S. Christmas 1.19 “Collateral Damage” Matt. 2:13-23

    “Look what You did! I mean, nice of You, God, to send us a Savior cuter than Baby Yoda—we enjoyed Him almost as much as the Mandalorian—and the vacation, presents, travels and all (if only You could commercialize Christmas, mmm… You might have something, there 🙂 but was it worth it? I mean, look at the civilian casualties, the collateral damage! You got Herod all riled up by those Magi searching for a New King (I guess those three should feel pretty bad too—if only they’d followed instructions, waited for the star to guide them and not charged into Herod’s palace, all ‘we don’t need directions, we got this; hey! where’s the new king, baby?’ those holy innocents might have survived. Magicians? Wise men? More like typical men! But really it’s Your fault Mr. God, because You surely saw that coming, could have given better directions). Clearly, getting everyone wound up: ‘Oh, look! A New King, a Savior!’ led directly to the deaths of all those baby boys in Bethlehem and Judea. Why not just kill Herod instead of the kids? Merry Christmas?! Not for Bethlehem’s other baby boys it’s not!

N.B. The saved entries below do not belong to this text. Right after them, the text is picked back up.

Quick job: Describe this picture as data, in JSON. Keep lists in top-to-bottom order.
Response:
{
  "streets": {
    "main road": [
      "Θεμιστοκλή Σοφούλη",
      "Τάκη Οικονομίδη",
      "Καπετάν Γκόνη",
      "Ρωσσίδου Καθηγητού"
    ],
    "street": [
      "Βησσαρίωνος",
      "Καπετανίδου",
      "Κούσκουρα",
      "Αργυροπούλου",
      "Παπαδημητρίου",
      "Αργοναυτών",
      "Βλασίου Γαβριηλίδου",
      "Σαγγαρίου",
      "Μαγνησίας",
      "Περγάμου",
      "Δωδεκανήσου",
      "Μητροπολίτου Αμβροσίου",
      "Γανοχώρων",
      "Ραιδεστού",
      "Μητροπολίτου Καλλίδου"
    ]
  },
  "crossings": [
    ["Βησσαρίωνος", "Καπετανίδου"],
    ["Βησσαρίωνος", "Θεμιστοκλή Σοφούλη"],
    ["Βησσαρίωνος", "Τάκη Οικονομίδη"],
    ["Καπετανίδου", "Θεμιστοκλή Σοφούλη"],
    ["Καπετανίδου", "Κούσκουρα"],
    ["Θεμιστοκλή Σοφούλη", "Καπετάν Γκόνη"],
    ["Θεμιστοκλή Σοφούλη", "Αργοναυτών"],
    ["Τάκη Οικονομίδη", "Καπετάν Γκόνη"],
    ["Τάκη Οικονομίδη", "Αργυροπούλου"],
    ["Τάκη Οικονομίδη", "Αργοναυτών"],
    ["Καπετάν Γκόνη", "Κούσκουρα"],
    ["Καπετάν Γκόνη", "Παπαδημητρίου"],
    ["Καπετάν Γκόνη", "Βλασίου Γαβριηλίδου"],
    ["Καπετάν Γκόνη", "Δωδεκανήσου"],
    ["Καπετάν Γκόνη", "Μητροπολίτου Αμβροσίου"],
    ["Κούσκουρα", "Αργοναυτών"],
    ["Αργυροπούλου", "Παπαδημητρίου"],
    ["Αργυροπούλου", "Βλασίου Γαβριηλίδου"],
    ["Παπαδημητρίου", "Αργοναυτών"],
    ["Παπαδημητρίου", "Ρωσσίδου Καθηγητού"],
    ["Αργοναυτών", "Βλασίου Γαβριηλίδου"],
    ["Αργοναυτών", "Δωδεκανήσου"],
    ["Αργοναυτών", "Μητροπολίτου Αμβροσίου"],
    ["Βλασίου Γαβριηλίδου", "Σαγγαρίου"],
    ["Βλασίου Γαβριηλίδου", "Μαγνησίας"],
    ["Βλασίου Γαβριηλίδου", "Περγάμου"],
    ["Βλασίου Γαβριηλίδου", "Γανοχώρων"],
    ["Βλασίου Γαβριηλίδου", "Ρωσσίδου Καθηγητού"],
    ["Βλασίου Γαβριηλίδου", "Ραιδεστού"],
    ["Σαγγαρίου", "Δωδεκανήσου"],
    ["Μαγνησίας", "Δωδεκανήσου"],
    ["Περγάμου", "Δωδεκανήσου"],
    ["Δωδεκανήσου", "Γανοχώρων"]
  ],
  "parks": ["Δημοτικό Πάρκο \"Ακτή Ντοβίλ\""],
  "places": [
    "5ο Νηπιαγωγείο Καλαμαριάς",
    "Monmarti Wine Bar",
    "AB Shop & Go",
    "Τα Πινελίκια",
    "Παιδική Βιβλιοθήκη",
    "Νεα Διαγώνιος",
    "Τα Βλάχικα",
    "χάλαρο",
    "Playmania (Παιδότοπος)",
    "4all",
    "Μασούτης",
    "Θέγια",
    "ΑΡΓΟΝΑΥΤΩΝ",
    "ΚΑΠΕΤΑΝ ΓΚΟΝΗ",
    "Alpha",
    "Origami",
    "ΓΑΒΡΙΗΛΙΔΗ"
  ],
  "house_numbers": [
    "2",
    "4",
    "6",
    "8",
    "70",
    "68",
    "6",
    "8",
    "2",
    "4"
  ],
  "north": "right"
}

    That’s the way the world would see it, I think, if they considered our Gospel for today. Fortunately, not many of them show up for Christmas itself—to say nothing of the Sunday after, to say nothing of doing serious bible reading—that only attracts the hard-core like you all. If the world came to church today, got a load of this Gospel, the massacre of the innocents, they’d really be down on Christmas! The pain, I’m sure the world would judge, is not worth the gain.

    But maybe even Christians get squirmy with this Gospel reading? It was a terrible thing, Greg. Nothing worse than little babies brutally murdered right in front of their mommas. And come to think of it, what do we think of this part of the Story, anyway? It takes an awful lot of the holly/jolly out of Christmas doesn’t it?

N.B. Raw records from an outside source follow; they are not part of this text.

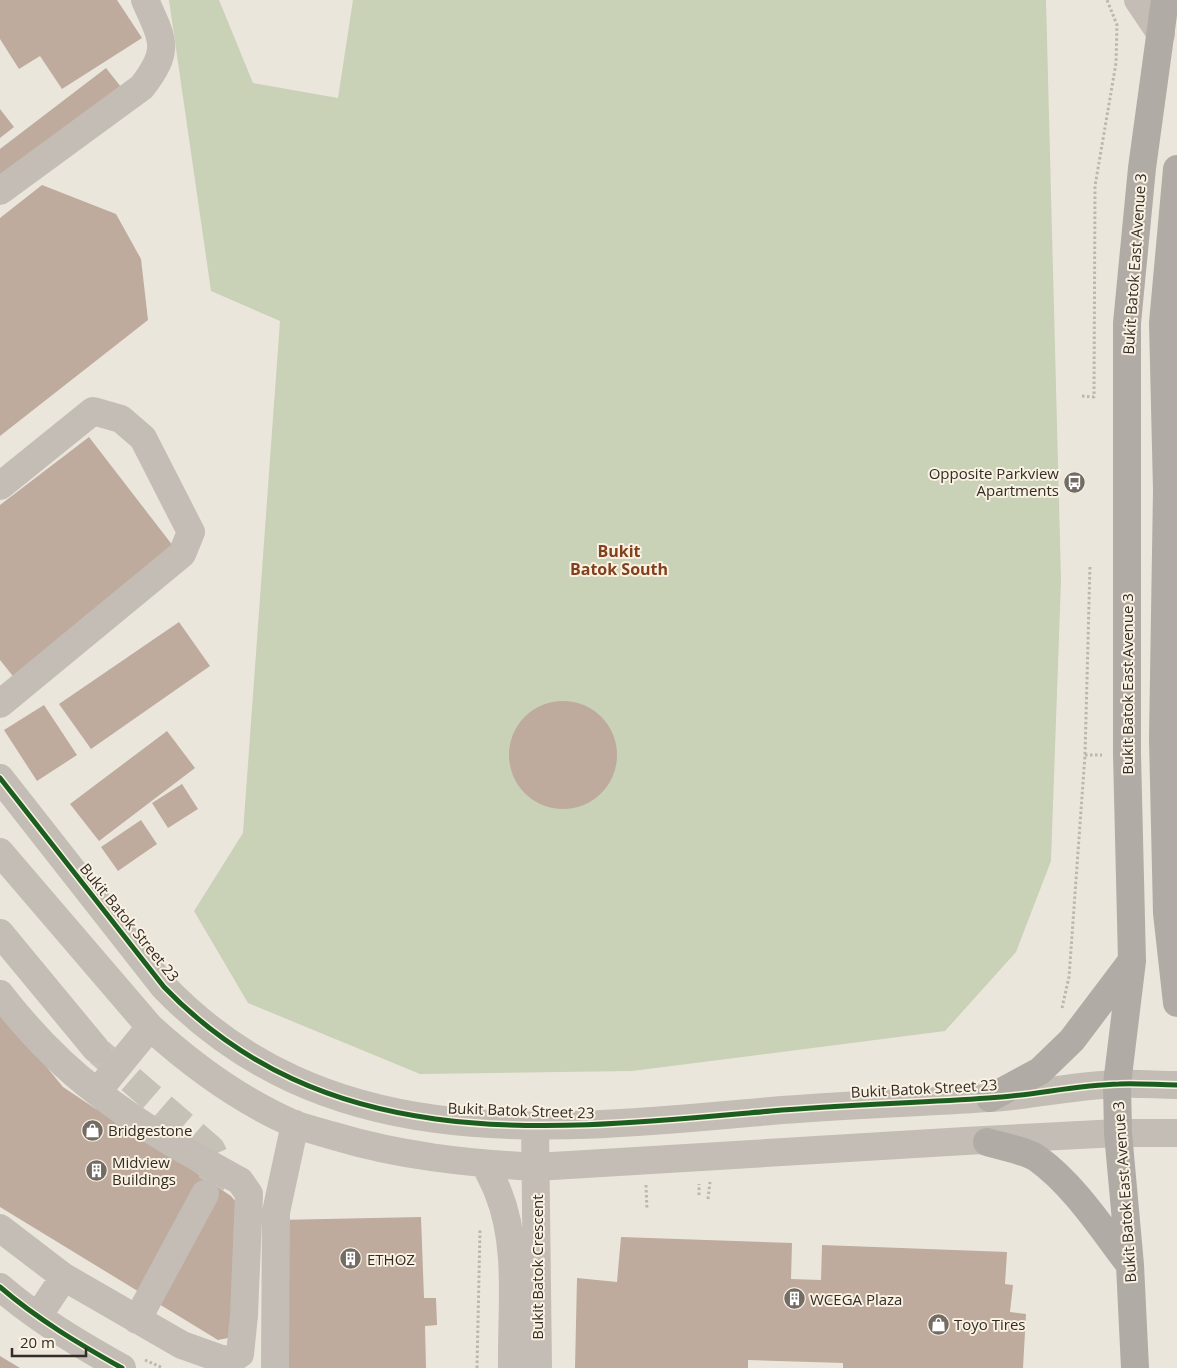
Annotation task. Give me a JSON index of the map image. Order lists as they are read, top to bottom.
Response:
{
  "streets": {
    "main road": ["Bukit Batok East Avenue 3"],
    "street": ["Bukit Batok Street 23", "Bukit Batok Crescent"]
  },
  "crossings": [
    ["Bukit Batok East Avenue 3", "Bukit Batok Street 23"],
    ["Bukit Batok Street 23", "Bukit Batok Crescent"]
  ],
  "districts": ["Bukit Batok South"],
  "places": {
    "bus stop": ["Opposite Parkview Apartments"],
    "shop": ["Bridgestone", "Toyo Tires"],
    "building": ["Midview Buildings", "ETHOZ", "WCEGA Plaza"]
  },
  "scale_bar": "20 m"
}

    Someone in our Tuesday morning Bible study (thanks for coming early Christmas Eve, you stalwarts, to help with this sermon—the good parts are yours, the bad all mine) had a great question; he asked: “If the slaughter of the innocent bystanders fulfilled a prophecy from Jeremiah, why are we reading Isaiah for our Old Testament lesson? Wouldn’t Jeremiah help us understand better?” I kind of dismissed the question at the time, because I couldn’t think of a witty rejoinder and figured those Vatican II loving lectionary guys (like Paul Grime) knew what they were about. But, when I did go and do a close read of Jeremiah chapter 31, in the middle of which this prophecy occurs, I realized that was a great question! I think we do have the wrong Old Testament reading for this Gospel. Because the context (context is so important, don’t you agree?) of Jeremiah’s prophecy really does give an answer to the “what does this mean?” question so beloved of Lutherans.

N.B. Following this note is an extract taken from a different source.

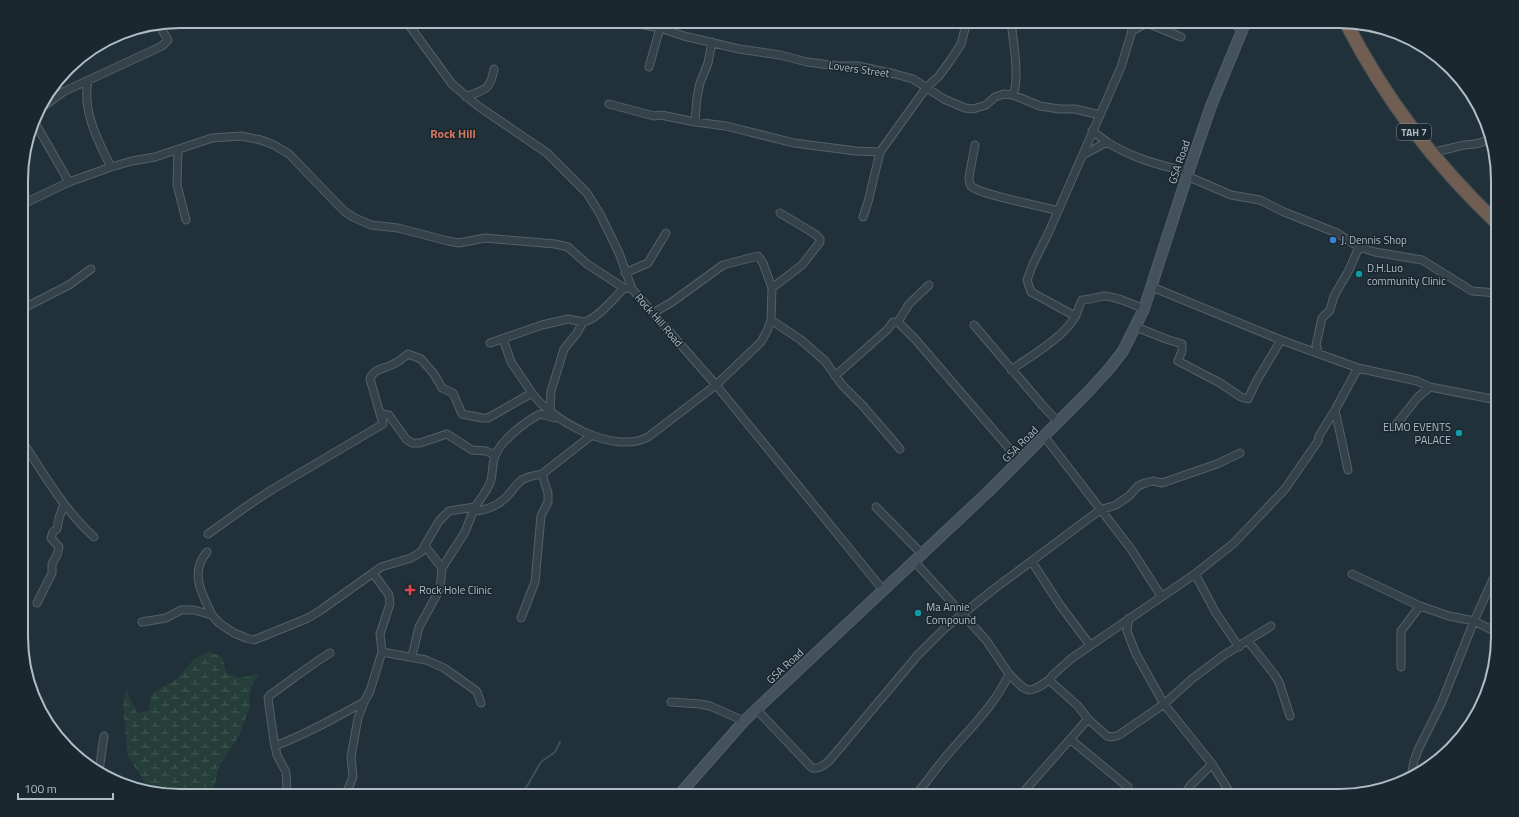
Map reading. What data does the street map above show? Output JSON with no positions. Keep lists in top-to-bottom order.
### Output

    So, detour with me from Bethlehem’s Ground Zero, all the smoke from the soldiers’ flash grenades, the broken in doors, the mothers wailing for the bayonetted babies littering the streets; from Joseph and Mary, heading West with Baby Jesus tucked under their arms, just a few klicks, a couple hills ahead of the soldiers, hurrying to cross the Egyptian border before they’re caught (Joseph’s like Jack Ryan 🙂 meanwhile, the Magi, to the East, are Jedi-mind tricking their way past Syrian border guards: “we are not the magicians you’re looking for. You’re happy to see us and glad to let us go…” much as I’d like to linger there, let’s go back in time 6 centuries to the Jerusalem of Jeremiah…

    And…whoa! It’s a savage time here too! Worser, actually! Jerusalem is besieged by the Babylonian army of Nebuchadnezzar. People are starving, turning cannibal, eating babies (at no time in the ancient world is Jerusalem or environs a particularly safe place for cute babies—kinda like “The Mandalorian”). Jeremiah himself has just been tossed into a sewer to drown in the mire. Everybody’s losing their mind. The worst of times and uh, well… the worst of times.

    It’s the end of their world as they know it, but Jeremiah feels fine, even in the dungeon, in the sh.… uh, mire. It could be worse, he figures. It could be raining. And this is what Jeremiah says to his Jerusalem, to Joseph’s, to ours: “Don’t worry! It’ll be fine! Jeremiah 31:2ff: ‘The people who survived the sword found grace in the wilderness; when Israel sought for rest, the LORD appeared to him from far away. I have loved you with an everlasting love; there I have continued my faithfulness to you. Again I will build you, and you shall be built, O virgin Israel! Again you shall adorn yourself… Then shall the young women rejoice in the dance, and the young men and the old shall be merry. I will turn their mourning into joy; I will comfort them and give them gladness for sorrow.’ Then comes Jeremiah’s prophecy of Rachel weeping for her children refusing to be comforted for they are no more (quoted for us today by Mathew).

    And you know what God says to those mourning mothers in Ramah, in Jeremiah’s very next verses? He says: “Don’t cry!” Yes! Here is the Lord’s Word on this: “Keep your voice from weeping, and your eyes from tears, for there is a reward for your work, declares the Lord, and they shall come back from the land of the enemy. There is hope for your future, declares the LORD, and your children shall come back to their own country.”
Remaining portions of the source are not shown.